Extracted data entries
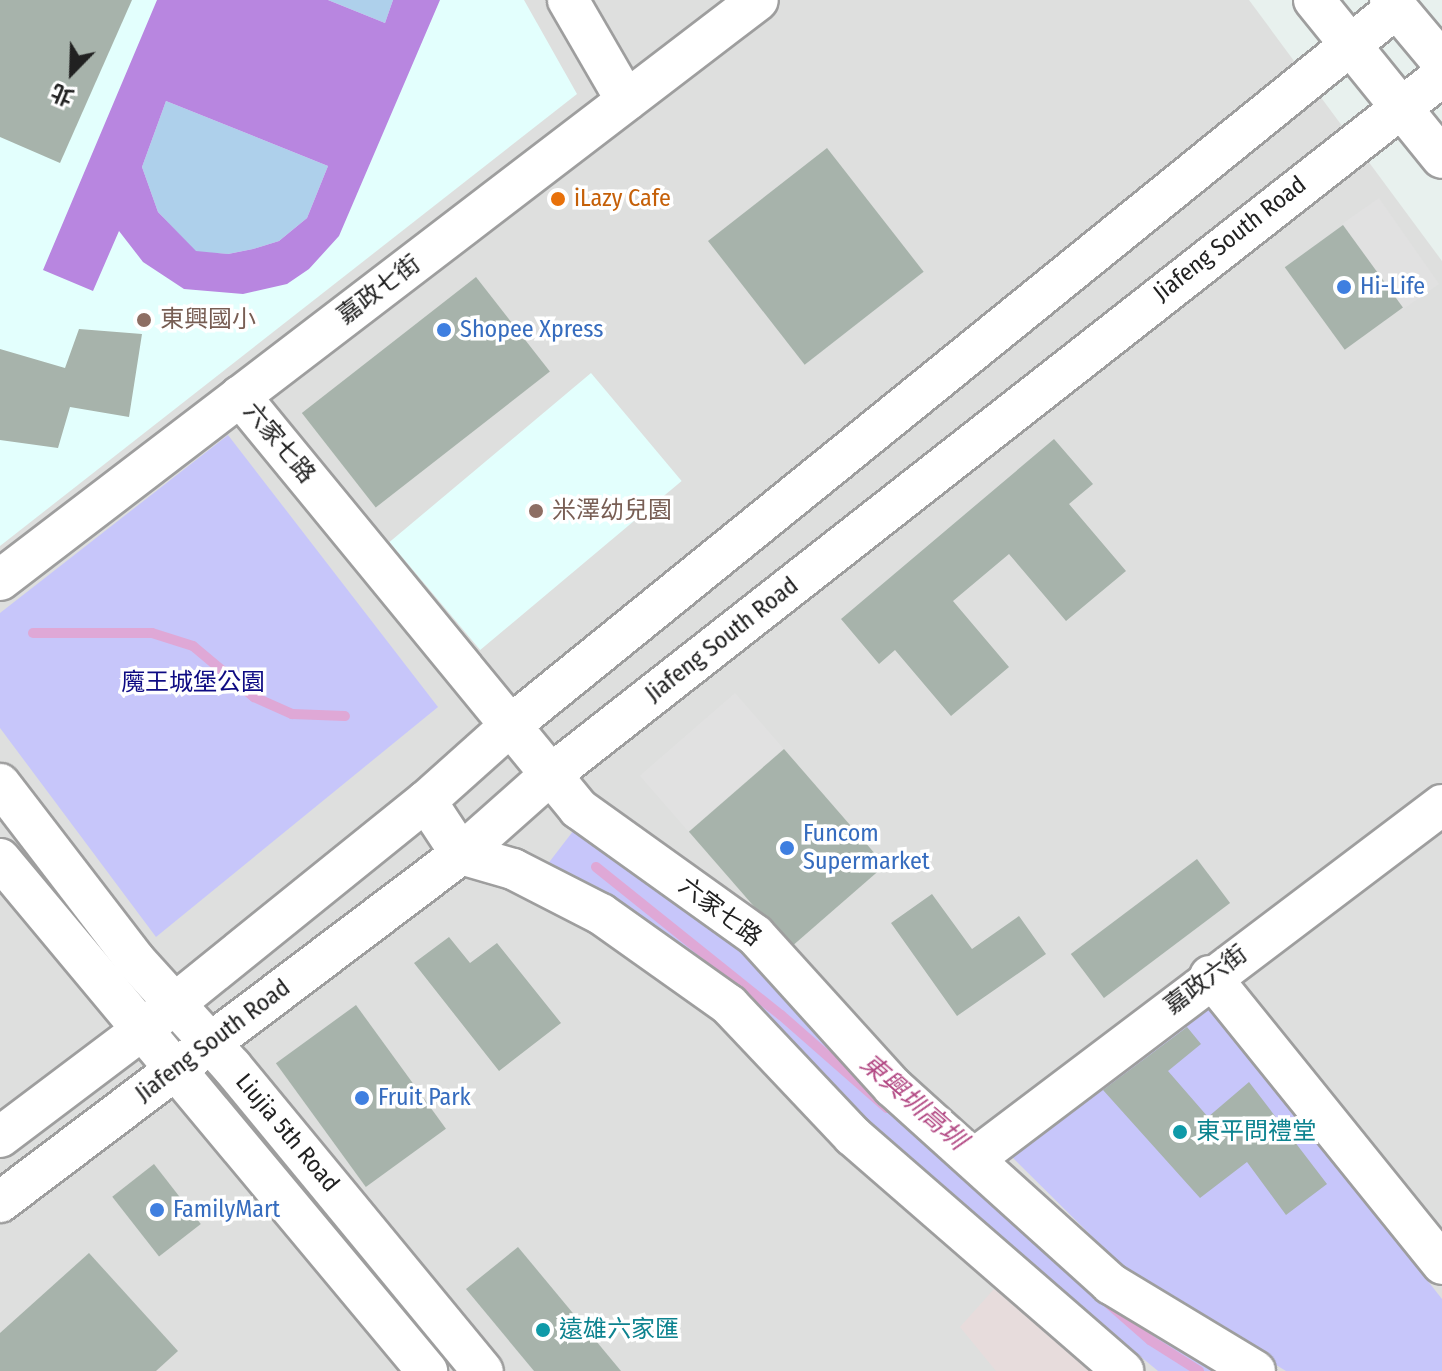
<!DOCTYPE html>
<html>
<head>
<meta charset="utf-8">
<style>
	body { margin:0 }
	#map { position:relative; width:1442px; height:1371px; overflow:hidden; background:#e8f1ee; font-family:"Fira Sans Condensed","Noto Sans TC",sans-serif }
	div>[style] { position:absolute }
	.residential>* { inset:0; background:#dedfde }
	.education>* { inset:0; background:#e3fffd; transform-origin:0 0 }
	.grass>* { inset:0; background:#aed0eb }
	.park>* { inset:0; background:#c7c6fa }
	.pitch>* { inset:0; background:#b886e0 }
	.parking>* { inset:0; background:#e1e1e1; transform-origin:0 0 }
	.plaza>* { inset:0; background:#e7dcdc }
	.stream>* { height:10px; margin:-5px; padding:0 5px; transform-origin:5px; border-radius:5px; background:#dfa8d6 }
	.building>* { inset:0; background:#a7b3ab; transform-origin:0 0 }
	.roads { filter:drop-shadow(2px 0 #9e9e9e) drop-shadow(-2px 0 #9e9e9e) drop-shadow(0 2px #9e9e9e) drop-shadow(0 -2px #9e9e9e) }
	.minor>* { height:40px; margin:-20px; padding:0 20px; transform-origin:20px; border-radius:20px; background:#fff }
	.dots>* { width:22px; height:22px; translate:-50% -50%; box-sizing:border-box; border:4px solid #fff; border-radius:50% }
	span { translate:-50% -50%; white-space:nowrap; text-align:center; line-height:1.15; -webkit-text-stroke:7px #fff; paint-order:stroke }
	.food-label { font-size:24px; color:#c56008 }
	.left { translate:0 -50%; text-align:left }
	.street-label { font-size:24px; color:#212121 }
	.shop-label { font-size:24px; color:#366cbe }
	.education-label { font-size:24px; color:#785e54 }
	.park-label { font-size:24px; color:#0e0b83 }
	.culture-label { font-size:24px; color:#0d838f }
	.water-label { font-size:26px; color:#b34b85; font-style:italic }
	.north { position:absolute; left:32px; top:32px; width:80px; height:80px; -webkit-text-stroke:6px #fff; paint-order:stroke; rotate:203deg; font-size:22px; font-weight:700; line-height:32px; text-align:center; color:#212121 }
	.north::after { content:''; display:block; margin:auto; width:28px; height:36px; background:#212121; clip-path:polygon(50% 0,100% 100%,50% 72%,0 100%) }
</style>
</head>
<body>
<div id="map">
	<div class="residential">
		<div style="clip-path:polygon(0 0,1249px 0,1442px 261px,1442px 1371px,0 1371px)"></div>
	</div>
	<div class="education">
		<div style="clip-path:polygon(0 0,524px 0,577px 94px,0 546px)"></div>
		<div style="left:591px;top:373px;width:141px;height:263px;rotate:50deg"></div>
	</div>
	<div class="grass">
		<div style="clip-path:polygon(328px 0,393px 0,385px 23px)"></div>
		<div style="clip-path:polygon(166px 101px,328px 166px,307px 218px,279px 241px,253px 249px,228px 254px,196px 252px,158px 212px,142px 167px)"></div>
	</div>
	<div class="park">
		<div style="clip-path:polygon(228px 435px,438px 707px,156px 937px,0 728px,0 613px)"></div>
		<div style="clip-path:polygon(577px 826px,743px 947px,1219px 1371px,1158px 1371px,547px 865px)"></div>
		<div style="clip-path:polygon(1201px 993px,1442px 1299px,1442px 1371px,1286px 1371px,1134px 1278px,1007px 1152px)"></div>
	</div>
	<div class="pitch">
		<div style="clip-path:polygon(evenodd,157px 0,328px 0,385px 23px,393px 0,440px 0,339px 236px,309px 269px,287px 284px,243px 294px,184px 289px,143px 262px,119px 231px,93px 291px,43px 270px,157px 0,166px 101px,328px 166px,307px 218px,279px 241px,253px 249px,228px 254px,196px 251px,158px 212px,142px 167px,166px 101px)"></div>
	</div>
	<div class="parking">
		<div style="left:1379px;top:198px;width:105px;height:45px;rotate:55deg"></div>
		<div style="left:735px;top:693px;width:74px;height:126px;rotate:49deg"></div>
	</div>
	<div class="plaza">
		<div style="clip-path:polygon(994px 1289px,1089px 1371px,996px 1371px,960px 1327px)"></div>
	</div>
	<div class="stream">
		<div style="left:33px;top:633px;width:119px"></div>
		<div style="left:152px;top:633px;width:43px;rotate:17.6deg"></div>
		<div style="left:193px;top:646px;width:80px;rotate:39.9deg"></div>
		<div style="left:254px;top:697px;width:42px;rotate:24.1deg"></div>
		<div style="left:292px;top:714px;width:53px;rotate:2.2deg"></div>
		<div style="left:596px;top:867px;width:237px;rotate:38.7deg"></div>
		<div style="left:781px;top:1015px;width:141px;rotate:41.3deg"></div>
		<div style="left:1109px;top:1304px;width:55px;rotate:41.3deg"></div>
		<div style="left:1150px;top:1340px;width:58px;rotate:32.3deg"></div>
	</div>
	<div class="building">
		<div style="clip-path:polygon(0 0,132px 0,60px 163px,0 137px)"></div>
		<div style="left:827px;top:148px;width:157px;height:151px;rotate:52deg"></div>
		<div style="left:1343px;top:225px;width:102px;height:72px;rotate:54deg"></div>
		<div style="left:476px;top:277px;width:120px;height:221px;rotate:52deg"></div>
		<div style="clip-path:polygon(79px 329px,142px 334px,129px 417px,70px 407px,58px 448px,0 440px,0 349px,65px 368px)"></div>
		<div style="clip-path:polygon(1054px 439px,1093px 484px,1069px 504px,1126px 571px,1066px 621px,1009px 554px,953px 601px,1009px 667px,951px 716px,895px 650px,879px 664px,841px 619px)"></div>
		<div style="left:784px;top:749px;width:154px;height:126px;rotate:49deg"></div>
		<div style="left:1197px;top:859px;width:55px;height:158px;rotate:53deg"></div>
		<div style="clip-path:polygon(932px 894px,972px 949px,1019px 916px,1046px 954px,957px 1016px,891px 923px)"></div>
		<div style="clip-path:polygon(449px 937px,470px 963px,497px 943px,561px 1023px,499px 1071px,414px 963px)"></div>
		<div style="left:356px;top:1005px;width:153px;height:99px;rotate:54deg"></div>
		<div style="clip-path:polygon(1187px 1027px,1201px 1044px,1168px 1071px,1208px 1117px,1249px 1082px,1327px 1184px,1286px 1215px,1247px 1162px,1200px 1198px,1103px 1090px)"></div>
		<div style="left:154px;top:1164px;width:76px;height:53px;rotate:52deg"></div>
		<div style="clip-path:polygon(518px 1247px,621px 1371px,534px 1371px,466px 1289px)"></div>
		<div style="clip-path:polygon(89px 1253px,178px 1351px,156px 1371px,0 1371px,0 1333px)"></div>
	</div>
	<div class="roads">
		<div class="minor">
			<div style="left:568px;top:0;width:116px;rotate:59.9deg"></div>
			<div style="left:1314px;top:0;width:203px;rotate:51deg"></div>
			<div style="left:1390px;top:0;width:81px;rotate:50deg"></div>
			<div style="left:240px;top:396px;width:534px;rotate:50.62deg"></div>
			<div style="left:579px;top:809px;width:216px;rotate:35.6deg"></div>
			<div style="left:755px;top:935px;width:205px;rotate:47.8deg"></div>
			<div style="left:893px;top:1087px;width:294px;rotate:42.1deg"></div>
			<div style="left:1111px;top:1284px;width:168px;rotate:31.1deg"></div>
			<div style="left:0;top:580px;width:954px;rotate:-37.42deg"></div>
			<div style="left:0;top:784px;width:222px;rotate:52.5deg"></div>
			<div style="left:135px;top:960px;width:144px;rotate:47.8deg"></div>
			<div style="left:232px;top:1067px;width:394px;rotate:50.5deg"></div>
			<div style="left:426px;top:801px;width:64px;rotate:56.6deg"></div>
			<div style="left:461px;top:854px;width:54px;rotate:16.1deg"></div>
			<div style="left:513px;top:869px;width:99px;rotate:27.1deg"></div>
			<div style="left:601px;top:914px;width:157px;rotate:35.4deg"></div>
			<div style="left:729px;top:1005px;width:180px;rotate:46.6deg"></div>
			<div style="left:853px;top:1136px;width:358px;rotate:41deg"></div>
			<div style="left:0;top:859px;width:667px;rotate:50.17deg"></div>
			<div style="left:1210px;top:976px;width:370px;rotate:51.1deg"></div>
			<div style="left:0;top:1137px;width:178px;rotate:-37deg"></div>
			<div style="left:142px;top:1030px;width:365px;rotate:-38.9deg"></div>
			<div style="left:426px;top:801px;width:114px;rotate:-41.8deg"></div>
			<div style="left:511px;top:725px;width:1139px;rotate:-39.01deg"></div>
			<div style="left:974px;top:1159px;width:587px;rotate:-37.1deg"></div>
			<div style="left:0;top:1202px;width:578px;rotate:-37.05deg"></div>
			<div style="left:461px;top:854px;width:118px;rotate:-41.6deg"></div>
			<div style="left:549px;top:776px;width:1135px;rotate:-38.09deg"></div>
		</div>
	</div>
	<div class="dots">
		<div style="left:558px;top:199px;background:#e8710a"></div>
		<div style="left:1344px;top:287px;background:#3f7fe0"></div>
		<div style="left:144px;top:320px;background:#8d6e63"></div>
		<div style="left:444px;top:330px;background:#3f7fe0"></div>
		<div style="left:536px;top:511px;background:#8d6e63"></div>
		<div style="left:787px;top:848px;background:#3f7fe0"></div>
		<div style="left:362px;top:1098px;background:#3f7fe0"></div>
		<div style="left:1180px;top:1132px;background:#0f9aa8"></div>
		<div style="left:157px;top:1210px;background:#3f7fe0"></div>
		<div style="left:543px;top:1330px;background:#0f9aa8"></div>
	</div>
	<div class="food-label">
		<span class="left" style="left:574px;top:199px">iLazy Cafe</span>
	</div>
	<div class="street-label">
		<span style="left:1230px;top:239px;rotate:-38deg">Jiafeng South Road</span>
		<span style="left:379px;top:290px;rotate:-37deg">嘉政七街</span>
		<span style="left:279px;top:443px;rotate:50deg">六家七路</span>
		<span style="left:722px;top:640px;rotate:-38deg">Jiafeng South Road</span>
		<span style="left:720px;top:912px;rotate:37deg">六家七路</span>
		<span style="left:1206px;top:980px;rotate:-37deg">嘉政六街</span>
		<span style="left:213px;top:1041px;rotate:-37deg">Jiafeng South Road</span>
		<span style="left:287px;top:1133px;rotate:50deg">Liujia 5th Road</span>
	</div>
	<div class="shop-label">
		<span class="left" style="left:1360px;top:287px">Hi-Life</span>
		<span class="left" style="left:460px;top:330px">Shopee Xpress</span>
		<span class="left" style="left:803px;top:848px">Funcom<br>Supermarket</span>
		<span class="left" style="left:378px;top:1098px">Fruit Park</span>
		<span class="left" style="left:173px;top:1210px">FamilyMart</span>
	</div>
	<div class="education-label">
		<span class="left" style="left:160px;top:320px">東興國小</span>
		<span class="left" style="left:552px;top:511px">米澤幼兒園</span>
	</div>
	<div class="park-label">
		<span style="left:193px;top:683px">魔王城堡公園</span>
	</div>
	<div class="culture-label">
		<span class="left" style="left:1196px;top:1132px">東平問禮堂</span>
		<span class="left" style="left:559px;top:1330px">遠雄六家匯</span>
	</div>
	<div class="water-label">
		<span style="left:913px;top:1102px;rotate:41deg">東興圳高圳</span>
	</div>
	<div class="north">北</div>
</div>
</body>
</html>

* * *

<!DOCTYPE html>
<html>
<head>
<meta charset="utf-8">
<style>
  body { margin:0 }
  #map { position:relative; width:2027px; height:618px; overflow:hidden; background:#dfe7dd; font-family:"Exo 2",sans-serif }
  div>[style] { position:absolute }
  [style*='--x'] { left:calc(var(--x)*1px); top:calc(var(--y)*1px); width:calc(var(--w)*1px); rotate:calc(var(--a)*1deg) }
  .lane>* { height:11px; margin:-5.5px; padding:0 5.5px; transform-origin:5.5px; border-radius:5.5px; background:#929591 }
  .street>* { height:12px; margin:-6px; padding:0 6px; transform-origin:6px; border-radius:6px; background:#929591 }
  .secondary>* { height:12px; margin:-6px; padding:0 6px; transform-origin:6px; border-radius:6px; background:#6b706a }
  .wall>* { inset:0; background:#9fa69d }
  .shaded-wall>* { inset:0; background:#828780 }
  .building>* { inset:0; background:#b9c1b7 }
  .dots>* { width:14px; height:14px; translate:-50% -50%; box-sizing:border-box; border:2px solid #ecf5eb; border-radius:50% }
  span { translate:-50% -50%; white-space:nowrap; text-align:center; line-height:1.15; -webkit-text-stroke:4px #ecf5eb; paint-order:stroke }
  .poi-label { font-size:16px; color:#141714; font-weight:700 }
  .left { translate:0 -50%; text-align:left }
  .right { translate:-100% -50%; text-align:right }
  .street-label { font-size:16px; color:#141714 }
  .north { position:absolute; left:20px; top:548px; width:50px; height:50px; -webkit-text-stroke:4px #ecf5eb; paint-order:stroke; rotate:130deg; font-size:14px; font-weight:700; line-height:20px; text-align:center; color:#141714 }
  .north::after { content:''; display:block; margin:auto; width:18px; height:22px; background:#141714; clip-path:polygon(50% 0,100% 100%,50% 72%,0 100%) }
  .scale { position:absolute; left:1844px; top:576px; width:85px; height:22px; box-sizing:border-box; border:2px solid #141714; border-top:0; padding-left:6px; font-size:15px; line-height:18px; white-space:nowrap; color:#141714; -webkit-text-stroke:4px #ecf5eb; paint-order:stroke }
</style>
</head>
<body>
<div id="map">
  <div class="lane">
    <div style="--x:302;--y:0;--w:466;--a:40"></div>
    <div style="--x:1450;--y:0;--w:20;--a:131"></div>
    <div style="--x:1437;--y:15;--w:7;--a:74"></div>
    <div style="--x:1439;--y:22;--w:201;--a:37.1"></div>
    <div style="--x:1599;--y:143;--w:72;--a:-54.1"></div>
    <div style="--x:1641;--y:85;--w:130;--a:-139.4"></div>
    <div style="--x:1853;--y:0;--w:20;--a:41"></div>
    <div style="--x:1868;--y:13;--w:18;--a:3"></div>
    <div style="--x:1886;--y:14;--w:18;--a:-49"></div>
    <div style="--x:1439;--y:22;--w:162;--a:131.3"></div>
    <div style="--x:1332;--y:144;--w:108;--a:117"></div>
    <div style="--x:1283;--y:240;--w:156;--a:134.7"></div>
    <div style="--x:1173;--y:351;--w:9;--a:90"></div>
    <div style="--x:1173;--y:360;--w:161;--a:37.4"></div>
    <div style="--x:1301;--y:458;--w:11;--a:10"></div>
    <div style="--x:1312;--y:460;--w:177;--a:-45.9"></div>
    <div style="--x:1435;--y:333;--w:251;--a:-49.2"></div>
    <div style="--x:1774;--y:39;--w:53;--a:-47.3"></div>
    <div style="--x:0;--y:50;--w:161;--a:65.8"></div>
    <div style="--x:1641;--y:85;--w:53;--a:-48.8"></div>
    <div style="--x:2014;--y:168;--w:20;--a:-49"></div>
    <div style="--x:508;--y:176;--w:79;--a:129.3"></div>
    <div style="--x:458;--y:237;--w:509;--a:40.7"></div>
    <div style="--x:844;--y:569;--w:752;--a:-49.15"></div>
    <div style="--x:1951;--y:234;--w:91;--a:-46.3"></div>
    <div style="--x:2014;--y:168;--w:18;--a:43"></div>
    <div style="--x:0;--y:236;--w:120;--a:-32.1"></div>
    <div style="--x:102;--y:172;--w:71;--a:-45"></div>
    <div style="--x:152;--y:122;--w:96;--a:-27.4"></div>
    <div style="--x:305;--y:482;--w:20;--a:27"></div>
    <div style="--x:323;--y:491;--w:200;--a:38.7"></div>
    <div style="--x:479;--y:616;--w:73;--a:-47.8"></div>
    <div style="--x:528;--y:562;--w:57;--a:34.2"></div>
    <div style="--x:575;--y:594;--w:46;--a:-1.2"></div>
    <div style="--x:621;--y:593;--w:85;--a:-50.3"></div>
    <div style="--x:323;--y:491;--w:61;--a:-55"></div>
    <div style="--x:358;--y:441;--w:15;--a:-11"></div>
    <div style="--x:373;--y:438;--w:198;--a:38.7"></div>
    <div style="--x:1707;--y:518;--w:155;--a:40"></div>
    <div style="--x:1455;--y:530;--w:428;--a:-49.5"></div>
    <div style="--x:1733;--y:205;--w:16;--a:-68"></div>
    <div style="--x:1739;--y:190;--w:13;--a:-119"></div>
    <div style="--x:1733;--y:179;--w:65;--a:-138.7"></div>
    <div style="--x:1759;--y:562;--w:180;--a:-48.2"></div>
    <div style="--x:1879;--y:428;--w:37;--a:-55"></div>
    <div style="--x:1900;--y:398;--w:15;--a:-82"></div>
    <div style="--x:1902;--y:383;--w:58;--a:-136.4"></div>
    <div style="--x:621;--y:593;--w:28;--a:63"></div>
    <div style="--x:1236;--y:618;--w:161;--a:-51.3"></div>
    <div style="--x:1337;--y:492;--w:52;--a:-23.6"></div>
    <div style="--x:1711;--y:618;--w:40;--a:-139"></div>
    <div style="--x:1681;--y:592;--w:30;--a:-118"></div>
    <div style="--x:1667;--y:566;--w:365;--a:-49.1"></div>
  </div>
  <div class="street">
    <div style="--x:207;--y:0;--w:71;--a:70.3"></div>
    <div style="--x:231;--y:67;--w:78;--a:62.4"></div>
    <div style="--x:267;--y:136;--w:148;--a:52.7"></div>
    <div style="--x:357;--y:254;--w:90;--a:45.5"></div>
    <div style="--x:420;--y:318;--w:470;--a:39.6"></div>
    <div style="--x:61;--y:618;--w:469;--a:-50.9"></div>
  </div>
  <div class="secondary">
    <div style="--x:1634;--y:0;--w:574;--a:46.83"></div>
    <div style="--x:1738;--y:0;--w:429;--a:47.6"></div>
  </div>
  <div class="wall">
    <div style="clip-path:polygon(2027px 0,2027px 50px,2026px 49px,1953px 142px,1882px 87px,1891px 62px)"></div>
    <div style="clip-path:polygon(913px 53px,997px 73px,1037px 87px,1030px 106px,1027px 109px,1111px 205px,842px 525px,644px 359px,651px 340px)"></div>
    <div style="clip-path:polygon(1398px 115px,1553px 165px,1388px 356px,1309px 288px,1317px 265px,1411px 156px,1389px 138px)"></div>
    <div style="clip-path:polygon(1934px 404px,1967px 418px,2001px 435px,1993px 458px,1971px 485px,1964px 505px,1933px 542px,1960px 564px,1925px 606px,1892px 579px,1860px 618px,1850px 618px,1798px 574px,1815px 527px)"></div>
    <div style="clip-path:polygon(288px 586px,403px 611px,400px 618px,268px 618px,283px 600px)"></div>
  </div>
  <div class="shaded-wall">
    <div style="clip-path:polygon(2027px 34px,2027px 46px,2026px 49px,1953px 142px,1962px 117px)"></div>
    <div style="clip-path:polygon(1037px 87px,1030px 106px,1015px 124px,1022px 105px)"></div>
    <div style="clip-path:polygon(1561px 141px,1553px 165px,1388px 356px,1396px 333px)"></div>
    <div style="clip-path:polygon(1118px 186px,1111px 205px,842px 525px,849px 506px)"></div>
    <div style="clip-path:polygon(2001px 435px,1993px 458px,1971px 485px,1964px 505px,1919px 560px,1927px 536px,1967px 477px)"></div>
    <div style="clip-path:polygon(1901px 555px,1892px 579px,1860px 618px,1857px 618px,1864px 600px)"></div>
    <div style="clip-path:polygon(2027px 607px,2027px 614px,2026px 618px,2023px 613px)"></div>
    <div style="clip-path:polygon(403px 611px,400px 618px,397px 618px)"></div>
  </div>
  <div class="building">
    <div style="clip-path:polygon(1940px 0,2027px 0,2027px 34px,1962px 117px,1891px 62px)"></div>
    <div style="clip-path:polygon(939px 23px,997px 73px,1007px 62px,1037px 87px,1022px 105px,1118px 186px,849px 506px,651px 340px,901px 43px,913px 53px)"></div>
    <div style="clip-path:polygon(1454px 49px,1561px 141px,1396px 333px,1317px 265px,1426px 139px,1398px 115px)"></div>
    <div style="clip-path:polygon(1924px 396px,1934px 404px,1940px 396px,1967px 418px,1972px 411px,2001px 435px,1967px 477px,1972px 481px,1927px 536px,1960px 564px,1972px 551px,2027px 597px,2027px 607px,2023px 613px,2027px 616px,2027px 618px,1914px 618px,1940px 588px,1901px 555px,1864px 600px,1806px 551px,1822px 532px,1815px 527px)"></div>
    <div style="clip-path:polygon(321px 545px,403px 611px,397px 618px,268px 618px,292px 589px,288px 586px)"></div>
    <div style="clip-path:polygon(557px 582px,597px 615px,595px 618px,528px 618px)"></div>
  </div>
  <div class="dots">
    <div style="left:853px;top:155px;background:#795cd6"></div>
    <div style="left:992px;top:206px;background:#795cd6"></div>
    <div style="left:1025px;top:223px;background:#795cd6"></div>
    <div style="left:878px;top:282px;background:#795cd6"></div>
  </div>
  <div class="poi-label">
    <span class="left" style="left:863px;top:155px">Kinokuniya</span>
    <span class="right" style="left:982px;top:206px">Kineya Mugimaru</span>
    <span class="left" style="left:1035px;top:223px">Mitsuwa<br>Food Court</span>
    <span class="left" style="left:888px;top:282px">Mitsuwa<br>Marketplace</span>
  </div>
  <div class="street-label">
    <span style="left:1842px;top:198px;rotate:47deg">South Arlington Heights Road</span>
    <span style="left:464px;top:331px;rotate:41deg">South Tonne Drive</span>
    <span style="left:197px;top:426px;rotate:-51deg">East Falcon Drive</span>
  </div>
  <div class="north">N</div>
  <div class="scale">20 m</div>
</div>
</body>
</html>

Aim of the task:
Return the span of lines in the data above that opens at the line with "height:40px; margin:-20px; padding:0" and closes at the line with "text-align:center; line-height:1.15; -webkit-text-stroke:7px", exactly, ends included, nothing else.

Task result:
	.minor>* { height:40px; margin:-20px; padding:0 20px; transform-origin:20px; border-radius:20px; background:#fff }
	.dots>* { width:22px; height:22px; translate:-50% -50%; box-sizing:border-box; border:4px solid #fff; border-radius:50% }
	span { translate:-50% -50%; white-space:nowrap; text-align:center; line-height:1.15; -webkit-text-stroke:7px #fff; paint-order:stroke }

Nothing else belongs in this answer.